== Segment start ==

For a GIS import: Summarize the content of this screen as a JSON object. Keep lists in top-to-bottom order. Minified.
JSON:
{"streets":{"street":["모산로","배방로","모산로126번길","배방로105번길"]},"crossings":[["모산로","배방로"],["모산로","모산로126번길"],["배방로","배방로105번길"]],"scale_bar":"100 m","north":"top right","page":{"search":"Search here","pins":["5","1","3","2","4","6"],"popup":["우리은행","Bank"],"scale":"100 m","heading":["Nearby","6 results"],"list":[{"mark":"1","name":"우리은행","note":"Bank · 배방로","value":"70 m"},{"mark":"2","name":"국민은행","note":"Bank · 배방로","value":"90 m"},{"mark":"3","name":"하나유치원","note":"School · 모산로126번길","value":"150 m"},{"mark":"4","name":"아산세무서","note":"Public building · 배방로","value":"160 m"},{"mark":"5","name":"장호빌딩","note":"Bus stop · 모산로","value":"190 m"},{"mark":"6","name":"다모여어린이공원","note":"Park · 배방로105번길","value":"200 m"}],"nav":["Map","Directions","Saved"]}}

== Segment end ==
== Segment start ==

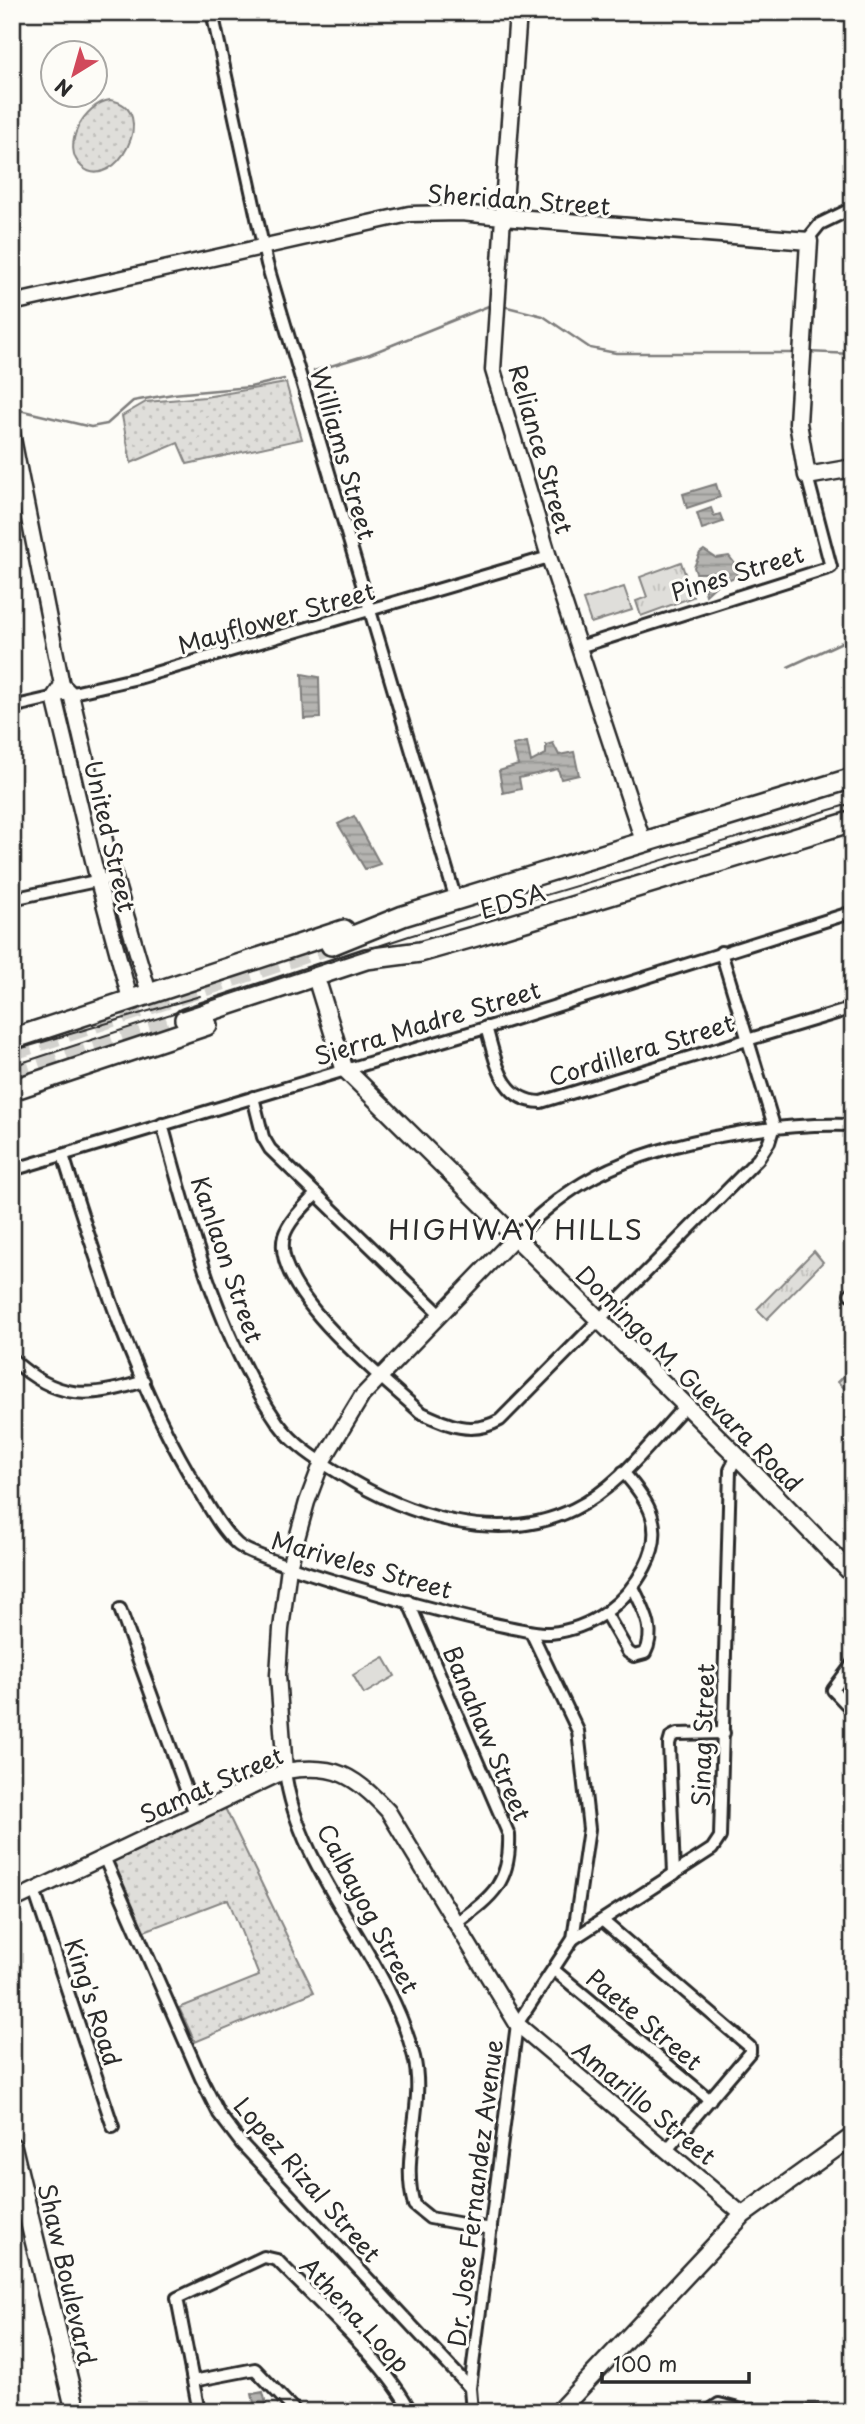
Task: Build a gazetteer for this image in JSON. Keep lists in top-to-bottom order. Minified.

== Segment end ==
== Segment start ==

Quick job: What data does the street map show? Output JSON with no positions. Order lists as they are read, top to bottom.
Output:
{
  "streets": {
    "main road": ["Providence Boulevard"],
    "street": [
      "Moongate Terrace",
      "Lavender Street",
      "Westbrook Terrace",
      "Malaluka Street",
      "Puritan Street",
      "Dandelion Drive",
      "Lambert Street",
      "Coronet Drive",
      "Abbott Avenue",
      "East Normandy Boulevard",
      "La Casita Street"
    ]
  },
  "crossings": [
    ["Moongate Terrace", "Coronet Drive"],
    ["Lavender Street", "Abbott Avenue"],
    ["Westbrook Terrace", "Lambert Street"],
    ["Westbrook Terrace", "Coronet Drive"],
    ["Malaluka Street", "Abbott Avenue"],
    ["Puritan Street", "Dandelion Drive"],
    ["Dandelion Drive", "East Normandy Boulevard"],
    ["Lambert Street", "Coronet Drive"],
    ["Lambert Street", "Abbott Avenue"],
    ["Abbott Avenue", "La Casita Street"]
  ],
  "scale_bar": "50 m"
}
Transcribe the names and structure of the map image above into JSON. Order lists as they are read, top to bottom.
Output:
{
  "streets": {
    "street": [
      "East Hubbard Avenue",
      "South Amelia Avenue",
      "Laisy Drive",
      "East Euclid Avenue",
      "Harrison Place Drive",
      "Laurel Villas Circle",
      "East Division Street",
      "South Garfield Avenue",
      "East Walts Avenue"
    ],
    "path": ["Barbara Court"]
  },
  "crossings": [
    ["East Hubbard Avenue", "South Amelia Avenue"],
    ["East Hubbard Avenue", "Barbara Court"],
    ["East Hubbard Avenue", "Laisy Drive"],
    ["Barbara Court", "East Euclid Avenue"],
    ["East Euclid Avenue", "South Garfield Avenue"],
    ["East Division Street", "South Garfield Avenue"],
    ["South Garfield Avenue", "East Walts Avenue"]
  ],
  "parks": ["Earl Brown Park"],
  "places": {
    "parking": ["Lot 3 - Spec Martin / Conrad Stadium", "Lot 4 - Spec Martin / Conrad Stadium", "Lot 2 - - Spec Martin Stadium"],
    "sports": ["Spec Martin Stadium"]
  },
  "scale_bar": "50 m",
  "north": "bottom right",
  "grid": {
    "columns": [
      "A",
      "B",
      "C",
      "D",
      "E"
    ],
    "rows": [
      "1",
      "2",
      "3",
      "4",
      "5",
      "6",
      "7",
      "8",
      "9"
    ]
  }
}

== Segment end ==

| Task brief |
Where the string "lists" appears in a line of the listing, copy that line.

| Solution for this problem |
For a GIS import: Summarize the content of this screen as a JSON object. Keep lists in top-to-bottom order. Minified.
Task: Build a gazetteer for this image in JSON. Keep lists in top-to-bottom order. Minified.
Quick job: What data does the street map show? Output JSON with no positions. Order lists as they are read, top to bottom.
Transcribe the names and structure of the map image above into JSON. Order lists as they are read, top to bottom.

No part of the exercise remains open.